Obama’s wider war on whistle-blowers must warm the cockles of Dick Cheney’s heart (if any)

Mr. Drake Goes To Washington
by Andrew Kreig

Former National Security Agency executive Thomas Drake warned the public March 15 at the National Press Club against the federal government’s crackdown on whistleblowers.

Drake, who escaped a potential term of life in prison for communicating with a Baltimore Sun reporter, said the government has the ability to make such conduct illegal retroactively. Regarding the larger issues, he asked, “How else will the press report the real news when their sources dry up and the government becomes a primary purveyor of its own news?”

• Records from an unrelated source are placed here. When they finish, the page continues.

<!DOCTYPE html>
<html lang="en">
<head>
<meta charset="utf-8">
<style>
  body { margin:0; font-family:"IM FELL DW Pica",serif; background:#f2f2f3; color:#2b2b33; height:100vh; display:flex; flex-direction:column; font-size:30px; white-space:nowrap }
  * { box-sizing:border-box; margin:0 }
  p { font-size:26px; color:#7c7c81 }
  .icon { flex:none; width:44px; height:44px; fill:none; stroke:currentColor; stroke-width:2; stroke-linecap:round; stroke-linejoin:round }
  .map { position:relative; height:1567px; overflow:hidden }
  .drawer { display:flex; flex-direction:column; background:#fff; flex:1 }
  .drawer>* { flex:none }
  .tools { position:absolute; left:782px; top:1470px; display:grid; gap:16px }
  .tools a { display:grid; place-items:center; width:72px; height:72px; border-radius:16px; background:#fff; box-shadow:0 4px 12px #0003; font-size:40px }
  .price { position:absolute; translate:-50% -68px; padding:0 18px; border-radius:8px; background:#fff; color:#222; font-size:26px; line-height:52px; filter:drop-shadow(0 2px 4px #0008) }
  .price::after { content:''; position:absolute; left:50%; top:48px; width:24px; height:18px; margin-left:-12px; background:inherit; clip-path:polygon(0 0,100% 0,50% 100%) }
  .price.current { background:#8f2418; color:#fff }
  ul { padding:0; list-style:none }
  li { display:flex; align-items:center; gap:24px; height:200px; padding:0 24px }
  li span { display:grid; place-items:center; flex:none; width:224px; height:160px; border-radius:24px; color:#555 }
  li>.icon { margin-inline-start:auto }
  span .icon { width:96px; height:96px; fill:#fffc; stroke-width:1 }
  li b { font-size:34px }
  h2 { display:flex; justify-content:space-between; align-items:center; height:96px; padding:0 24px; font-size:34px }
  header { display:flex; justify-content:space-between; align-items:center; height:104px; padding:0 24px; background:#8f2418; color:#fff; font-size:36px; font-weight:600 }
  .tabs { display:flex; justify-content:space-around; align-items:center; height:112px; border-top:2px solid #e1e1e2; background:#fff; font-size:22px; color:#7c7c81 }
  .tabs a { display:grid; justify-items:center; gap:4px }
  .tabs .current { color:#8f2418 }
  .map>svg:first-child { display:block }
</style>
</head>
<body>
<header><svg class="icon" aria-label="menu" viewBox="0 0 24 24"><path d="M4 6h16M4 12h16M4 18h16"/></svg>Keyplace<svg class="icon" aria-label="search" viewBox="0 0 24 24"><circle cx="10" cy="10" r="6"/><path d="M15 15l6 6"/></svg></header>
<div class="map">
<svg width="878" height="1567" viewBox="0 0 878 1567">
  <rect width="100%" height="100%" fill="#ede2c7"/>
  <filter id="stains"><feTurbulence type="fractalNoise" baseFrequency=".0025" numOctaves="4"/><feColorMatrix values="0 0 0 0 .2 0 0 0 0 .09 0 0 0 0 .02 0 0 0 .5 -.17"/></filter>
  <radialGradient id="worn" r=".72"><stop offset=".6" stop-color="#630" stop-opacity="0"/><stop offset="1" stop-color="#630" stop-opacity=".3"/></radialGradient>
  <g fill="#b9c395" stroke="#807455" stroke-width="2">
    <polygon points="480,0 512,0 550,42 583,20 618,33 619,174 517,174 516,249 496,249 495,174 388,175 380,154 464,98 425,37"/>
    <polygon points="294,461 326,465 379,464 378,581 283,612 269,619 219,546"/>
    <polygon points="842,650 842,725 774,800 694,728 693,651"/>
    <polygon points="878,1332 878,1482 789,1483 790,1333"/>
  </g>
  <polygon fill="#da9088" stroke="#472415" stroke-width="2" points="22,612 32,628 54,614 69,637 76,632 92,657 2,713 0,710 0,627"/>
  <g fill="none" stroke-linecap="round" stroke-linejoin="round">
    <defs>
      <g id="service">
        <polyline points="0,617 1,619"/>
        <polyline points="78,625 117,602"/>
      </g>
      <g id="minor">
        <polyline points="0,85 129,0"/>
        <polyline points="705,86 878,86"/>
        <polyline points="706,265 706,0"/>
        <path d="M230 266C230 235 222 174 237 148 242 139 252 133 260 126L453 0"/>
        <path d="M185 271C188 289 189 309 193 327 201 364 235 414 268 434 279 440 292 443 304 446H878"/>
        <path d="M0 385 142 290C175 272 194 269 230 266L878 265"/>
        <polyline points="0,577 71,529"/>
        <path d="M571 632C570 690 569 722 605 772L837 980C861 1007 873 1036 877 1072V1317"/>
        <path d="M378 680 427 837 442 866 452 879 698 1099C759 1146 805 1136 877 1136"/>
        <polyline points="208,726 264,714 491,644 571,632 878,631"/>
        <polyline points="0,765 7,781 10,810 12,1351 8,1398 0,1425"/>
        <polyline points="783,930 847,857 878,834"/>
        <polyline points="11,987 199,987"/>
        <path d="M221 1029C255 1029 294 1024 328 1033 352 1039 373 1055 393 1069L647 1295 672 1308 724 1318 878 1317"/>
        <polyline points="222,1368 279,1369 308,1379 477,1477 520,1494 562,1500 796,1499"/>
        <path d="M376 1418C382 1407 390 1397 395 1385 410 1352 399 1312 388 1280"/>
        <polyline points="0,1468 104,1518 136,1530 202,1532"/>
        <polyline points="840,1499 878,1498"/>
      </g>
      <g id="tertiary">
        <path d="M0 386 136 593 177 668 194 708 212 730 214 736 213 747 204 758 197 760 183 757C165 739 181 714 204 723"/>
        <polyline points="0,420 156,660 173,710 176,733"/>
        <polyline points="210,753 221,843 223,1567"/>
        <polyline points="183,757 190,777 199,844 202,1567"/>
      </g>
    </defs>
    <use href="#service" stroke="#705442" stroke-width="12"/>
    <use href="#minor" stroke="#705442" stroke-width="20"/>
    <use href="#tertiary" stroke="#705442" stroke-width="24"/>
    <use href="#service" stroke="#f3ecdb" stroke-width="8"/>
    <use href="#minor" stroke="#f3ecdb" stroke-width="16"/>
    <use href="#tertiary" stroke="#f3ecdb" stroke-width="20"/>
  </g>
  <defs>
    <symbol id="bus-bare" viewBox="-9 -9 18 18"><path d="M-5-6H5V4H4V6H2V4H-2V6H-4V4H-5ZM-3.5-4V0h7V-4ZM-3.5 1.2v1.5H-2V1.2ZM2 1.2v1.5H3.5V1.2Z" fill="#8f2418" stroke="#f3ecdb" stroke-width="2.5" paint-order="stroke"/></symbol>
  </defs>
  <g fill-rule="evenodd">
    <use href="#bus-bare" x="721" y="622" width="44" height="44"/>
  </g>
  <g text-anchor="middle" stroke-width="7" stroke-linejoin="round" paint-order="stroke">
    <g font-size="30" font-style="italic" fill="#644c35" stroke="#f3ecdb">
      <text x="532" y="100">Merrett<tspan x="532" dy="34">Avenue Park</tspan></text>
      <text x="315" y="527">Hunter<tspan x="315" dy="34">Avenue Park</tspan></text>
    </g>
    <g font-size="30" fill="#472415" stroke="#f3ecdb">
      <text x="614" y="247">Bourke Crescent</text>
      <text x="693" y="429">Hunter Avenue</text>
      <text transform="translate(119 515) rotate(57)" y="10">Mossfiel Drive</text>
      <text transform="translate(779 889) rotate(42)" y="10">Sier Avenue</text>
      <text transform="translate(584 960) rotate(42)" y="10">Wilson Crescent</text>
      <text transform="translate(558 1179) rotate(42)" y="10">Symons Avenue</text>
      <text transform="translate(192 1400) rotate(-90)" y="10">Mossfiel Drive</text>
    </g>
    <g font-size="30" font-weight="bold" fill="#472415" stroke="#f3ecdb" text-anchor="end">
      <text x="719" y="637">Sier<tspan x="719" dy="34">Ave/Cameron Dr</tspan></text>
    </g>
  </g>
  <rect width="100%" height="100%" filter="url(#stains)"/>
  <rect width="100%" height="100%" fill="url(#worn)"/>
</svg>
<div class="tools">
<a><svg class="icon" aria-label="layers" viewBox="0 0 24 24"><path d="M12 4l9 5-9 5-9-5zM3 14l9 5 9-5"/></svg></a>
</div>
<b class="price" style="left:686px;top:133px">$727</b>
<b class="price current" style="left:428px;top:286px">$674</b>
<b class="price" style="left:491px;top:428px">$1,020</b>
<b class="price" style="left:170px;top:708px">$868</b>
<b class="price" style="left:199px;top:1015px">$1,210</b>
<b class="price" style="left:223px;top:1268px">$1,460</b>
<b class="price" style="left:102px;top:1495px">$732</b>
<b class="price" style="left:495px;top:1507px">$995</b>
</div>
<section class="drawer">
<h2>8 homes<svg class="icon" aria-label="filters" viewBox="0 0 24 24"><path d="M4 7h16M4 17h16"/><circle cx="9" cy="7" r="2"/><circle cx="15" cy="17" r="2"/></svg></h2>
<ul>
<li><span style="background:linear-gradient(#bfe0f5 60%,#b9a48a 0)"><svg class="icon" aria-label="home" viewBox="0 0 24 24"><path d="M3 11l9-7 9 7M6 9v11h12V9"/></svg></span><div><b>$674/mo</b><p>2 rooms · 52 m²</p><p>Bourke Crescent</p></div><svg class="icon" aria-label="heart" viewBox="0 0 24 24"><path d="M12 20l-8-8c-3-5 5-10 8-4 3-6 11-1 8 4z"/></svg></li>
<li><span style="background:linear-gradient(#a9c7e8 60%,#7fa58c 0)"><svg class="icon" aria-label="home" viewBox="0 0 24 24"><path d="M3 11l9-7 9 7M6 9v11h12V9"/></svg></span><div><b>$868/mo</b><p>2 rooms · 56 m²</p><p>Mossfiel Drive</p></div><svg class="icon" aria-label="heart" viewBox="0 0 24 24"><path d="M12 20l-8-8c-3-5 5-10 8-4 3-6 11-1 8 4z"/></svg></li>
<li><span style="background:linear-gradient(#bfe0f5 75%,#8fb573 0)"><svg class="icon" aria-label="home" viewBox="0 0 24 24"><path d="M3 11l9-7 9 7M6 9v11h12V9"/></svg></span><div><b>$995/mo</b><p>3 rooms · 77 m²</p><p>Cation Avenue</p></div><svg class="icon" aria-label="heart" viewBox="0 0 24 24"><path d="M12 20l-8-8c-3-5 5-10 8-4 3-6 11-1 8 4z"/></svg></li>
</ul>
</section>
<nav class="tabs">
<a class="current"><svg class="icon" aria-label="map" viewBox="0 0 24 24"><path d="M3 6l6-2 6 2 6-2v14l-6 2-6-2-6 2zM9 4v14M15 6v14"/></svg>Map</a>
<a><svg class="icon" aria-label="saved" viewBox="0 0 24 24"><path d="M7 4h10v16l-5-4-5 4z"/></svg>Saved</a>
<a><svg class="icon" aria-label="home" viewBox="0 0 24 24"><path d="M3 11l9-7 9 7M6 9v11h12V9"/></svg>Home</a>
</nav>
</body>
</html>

Drake’s revelations and passion resembled James Stewart’s iconic performance in Mr. Smith Goes To Washington protesting corruption, including during a Senate filibuster. Yet Drake, at left in a Noel St. John photo from the club speech, focused on dangers far more important than the 1939 film’s portrayal of corruption in Congress.

Drake describes pervasive surveillance on Americans by spy agencies as well as an alleged billion dollars in wasteful spending to well-connected contractors. He says the wasteful overpayment exists even if one accepts the premise that the government must secretly undertake such surveillance – regarded as illegal in the United States until secretly authorized in recent years.